Activity
When checking the entries below, count every line with the word "stream", then give only that number.

- Opening Delimiter -

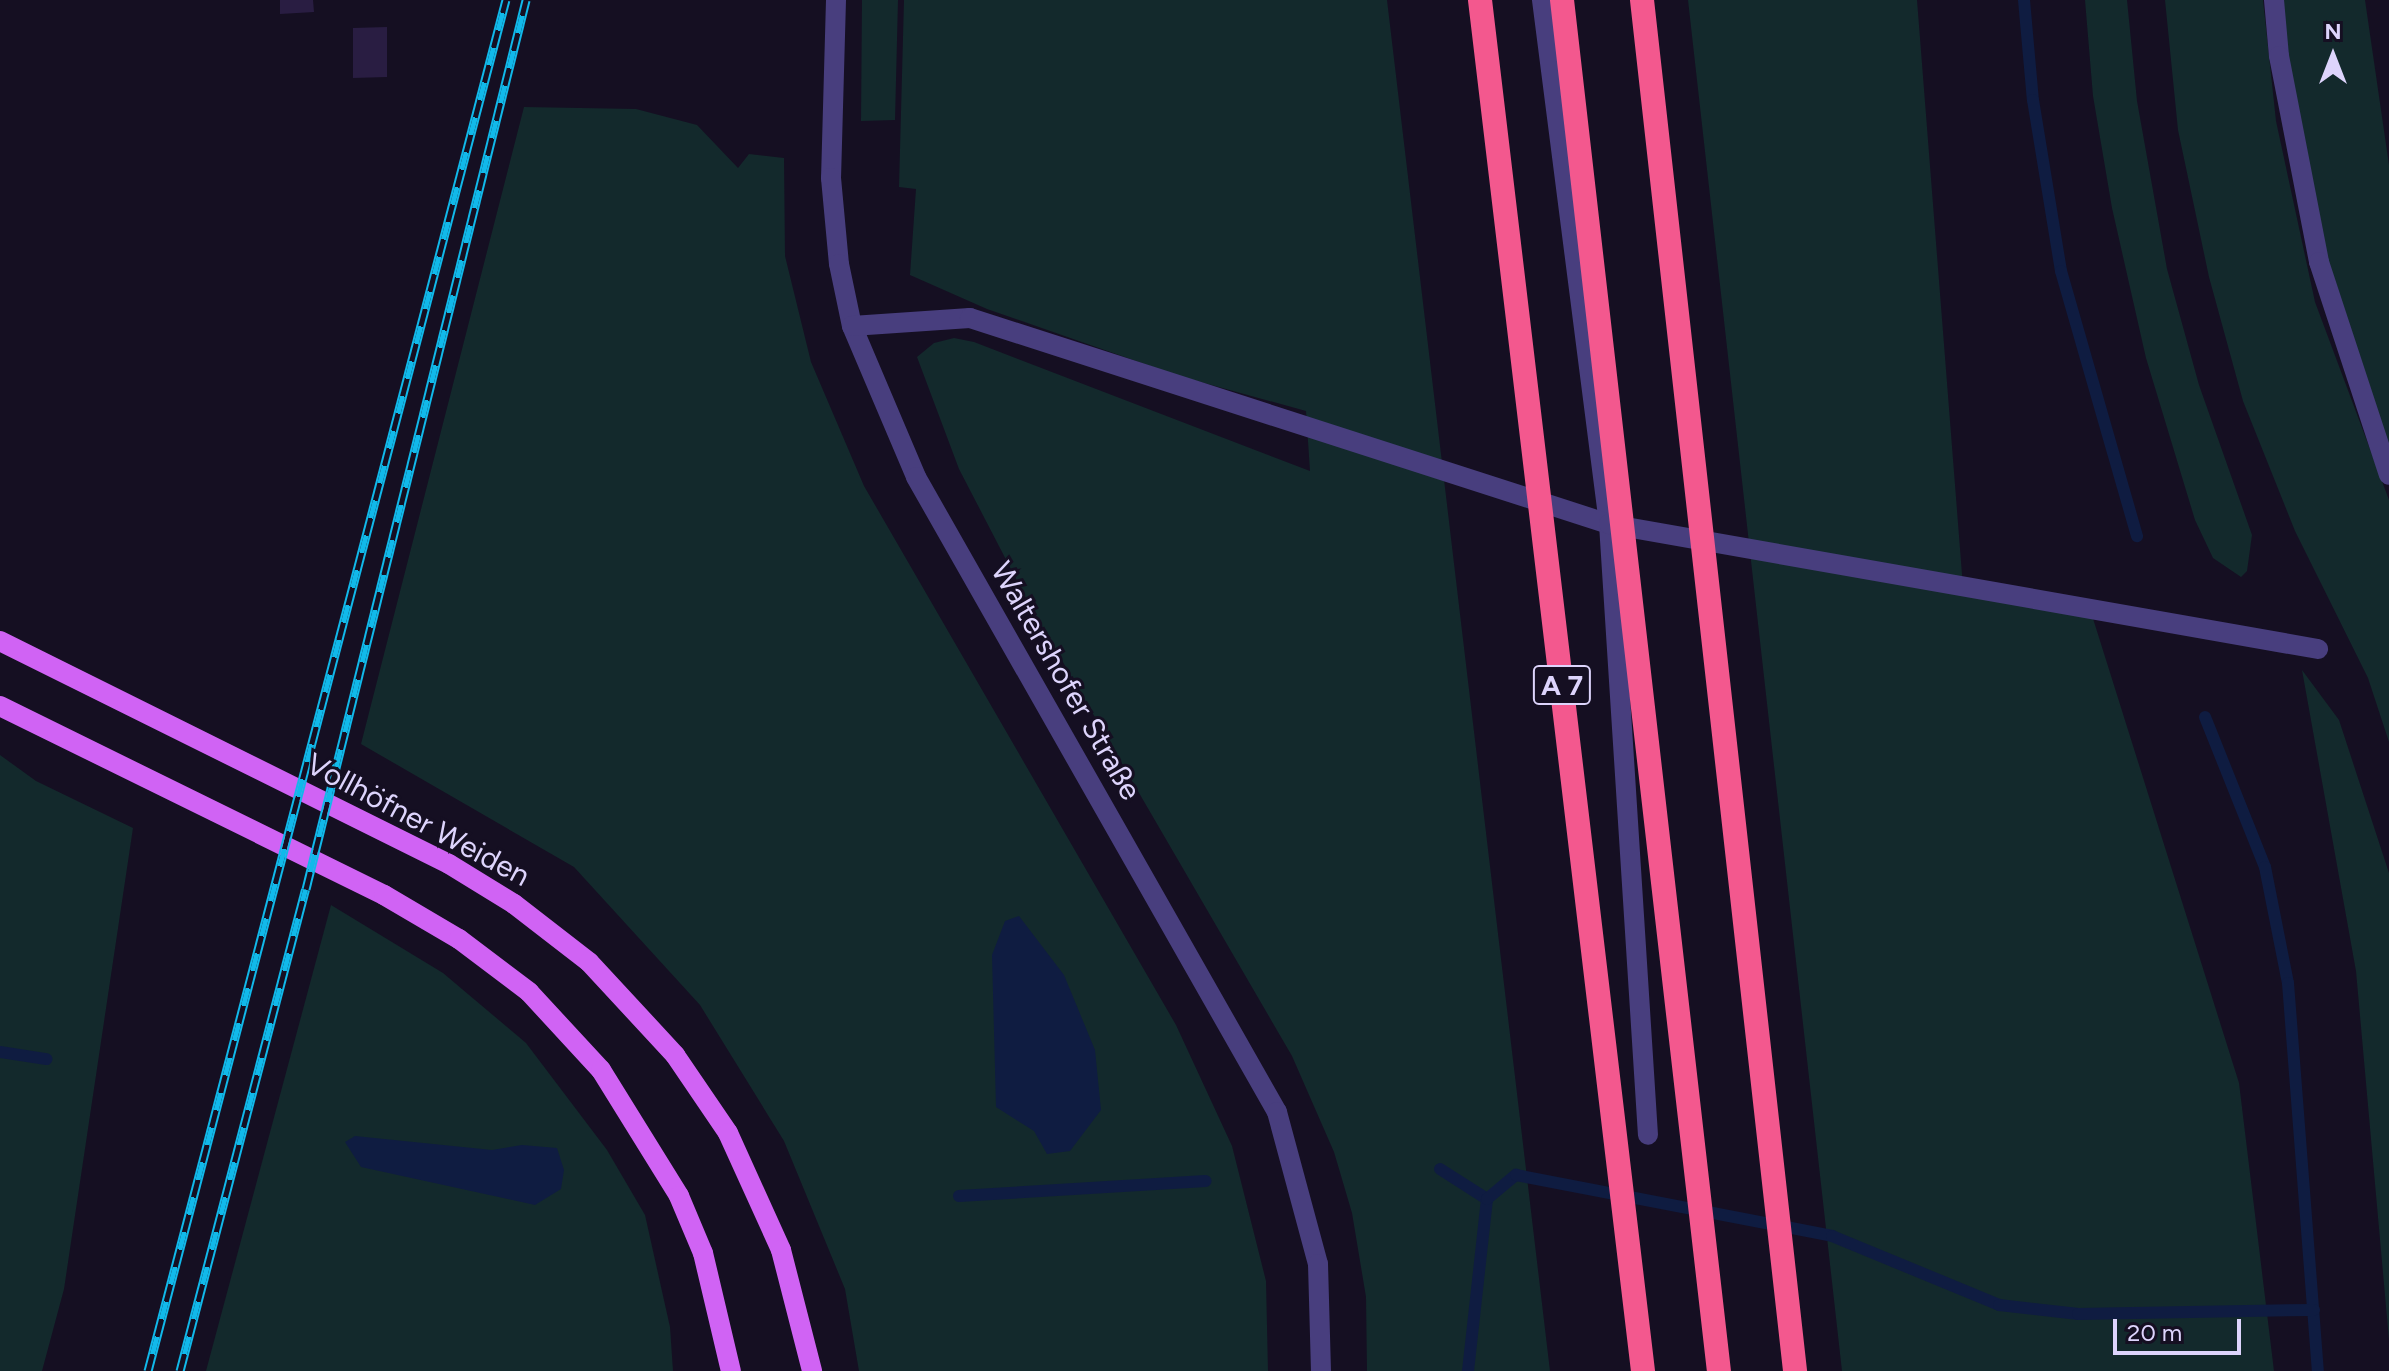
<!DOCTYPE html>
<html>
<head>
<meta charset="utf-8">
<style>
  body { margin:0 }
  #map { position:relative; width:2389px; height:1371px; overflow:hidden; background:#150f22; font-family:Figtree,sans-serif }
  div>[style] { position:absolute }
  .green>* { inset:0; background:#13292c }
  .water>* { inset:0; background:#0f1c41 }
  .stream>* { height:12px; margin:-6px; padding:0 6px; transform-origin:6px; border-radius:6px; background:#0f1c41 }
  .building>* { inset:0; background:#291d42 }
  .minor>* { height:20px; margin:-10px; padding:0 10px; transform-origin:10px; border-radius:10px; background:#483e7e }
  .major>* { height:20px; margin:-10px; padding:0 10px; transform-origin:10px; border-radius:10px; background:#d063f4 }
  .rail>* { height:9px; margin-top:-4.5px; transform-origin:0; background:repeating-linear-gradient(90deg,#150f22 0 18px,#11b9ea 0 36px); box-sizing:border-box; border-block:2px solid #11b9ea }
  .highway-bridge>* { height:24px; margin:-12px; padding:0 12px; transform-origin:12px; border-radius:12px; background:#f3588e }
  span { translate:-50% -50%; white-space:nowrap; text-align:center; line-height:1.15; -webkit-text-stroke:6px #150f22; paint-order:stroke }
  .shield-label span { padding:2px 6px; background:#150f22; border:2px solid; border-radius:6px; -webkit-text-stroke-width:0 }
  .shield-label { font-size:28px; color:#ddd4fc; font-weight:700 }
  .street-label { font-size:30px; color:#ddd4fc }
  .north { position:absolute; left:2293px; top:16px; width:80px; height:80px; -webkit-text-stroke:6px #150f22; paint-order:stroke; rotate:0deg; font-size:22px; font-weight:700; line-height:32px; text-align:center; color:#ddd4fc }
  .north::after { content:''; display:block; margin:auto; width:28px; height:36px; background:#ddd4fc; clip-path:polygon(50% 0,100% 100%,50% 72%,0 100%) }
  .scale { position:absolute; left:2113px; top:1319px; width:128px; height:36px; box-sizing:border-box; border:4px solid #ddd4fc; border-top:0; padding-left:10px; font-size:24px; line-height:28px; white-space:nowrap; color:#ddd4fc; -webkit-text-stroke:6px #150f22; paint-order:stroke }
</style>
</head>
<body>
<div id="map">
  <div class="green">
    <div style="clip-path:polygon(862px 0,898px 0,895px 120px,861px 121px)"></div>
    <div style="clip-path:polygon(904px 0,1387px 0,1550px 1371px,1367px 1371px,1366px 1297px,1352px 1213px,1334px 1152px,1292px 1056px,1028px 602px,959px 469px,917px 357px,934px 343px,954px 338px,974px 342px,1310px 471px,1306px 411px,1179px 376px,987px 309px,910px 275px,916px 189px,899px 187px)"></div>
    <div style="clip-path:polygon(1688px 0,1917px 0,1963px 587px,2090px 609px,2239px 1083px,2274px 1371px,1842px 1371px)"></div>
    <div style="clip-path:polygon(2085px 0,2127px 0,2137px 101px,2167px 269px,2199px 385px,2252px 535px,2247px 571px,2241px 577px,2213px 558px,2195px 520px,2146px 358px,2112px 208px,2093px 96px)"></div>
    <div style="clip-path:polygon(2165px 0,2263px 0,2276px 121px,2315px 302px,2389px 500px,2389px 742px,2368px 678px,2295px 531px,2243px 401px,2209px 277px,2178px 130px)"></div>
    <div style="clip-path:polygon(2274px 0,2365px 0,2389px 165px,2389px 475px,2319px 262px)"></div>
    <div style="clip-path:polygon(524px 107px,636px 109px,697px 125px,738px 168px,749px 154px,784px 158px,785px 256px,811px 362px,864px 486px,1176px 1025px,1232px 1146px,1266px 1281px,1268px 1371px,859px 1371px,845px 1289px,784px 1141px,700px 1005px,574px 867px,361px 744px)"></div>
    <div style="clip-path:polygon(2302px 670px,2339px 720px,2389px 873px,2389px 1340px,2356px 971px)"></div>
    <div style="clip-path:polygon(0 755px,36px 781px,133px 828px,64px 1289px,42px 1371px,0 1371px)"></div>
    <div style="clip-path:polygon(331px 905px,443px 973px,526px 1043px,607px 1150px,645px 1215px,670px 1327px,673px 1371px,206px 1371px)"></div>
  </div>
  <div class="water">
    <div style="clip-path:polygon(1019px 916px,1064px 975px,1095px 1050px,1101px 1110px,1070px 1151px,1047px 1154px,1034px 1131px,996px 1107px,992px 955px,1005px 921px)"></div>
    <div style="clip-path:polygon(355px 1136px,492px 1150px,522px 1145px,557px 1148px,564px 1170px,561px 1189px,535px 1205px,361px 1167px,345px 1142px)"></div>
  </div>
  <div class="stream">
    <div style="left:2024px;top:0;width:100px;rotate:84.9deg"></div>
    <div style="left:2033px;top:100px;width:173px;rotate:80.7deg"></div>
    <div style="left:2061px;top:271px;width:276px;rotate:74deg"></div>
    <div style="left:2205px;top:717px;width:162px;rotate:68.2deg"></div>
    <div style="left:2265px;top:867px;width:118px;rotate:78.8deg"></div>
    <div style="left:2288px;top:983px;width:389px;rotate:85.6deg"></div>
    <div style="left:0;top:1052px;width:47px;rotate:8.7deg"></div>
    <div style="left:1440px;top:1169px;width:56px;rotate:32.6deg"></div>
    <div style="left:1487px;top:1199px;width:173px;rotate:96.3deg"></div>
    <div style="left:959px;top:1196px;width:247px;rotate:-3.5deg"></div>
    <div style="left:1487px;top:1199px;width:38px;rotate:-40deg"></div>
    <div style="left:1516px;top:1175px;width:322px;rotate:10.9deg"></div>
    <div style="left:1832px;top:1236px;width:181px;rotate:22.4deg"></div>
    <div style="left:1999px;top:1305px;width:80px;rotate:6.5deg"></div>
    <div style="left:2078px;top:1314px;width:236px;rotate:-1deg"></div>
  </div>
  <div class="building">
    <div style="clip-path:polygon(280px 0,313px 0,314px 12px,280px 14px)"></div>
    <div style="clip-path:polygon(387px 27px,387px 77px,353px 78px,353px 28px)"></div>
  </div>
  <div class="minor">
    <div style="left:836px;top:0;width:178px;rotate:91.6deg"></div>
    <div style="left:831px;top:178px;width:86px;rotate:84.7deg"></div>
    <div style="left:839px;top:264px;width:63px;rotate:78.2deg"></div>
    <div style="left:852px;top:326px;width:164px;rotate:67deg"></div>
    <div style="left:916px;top:477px;width:730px;rotate:60.38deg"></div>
    <div style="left:1277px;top:1112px;width:157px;rotate:74.9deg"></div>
    <div style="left:1318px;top:1264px;width:107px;rotate:88.4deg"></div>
    <div style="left:1542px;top:0;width:528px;rotate:82.71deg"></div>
    <div style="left:1609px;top:524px;width:612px;rotate:86.35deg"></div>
    <div style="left:2274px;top:0;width:56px;rotate:84.9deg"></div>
    <div style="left:2279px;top:56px;width:210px;rotate:79deg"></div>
    <div style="left:2319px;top:262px;width:224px;rotate:71.8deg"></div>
    <div style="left:852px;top:326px;width:118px;rotate:-3.9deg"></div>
    <div style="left:970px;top:318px;width:671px;rotate:17.87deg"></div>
    <div style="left:1609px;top:524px;width:720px;rotate:10deg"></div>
  </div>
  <div class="major">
    <div style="left:0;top:641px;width:501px;rotate:26.41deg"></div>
    <div style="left:449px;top:864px;width:76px;rotate:31.6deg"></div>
    <div style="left:514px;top:904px;width:95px;rotate:37.7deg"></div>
    <div style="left:589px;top:962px;width:127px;rotate:47.2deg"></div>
    <div style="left:675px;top:1055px;width:94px;rotate:55.8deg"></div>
    <div style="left:728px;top:1133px;width:128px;rotate:65.6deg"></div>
    <div style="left:781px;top:1250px;width:125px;rotate:75.6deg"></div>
    <div style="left:0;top:706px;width:428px;rotate:26.2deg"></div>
    <div style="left:384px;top:895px;width:87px;rotate:30.4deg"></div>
    <div style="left:459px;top:939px;width:88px;rotate:37.1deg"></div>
    <div style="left:529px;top:992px;width:106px;rotate:47.3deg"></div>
    <div style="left:601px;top:1070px;width:148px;rotate:58.2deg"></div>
    <div style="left:679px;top:1196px;width:62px;rotate:67.2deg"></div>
    <div style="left:703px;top:1253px;width:121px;rotate:76.7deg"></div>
  </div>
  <div class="rail">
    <div style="left:148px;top:1371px;width:1417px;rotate:-75.37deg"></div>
    <div style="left:180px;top:1371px;width:498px;rotate:-75.4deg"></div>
    <div style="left:306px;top:889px;width:916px;rotate:-76.1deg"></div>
  </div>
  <div class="highway-bridge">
    <div style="left:1480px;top:0;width:1381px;rotate:83.22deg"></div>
    <div style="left:1562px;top:0;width:1380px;rotate:83.47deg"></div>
    <div style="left:1642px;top:0;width:1380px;rotate:83.63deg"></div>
  </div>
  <div class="shield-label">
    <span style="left:1562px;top:685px">A 7</span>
  </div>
  <div class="street-label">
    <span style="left:1066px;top:681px;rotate:60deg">Waltershofer Straße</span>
    <span style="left:418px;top:820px;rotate:28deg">Vollhöfner Weiden</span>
  </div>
  <div class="north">N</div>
  <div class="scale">20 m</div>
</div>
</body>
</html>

- Closing Delimiter -

Completed task
2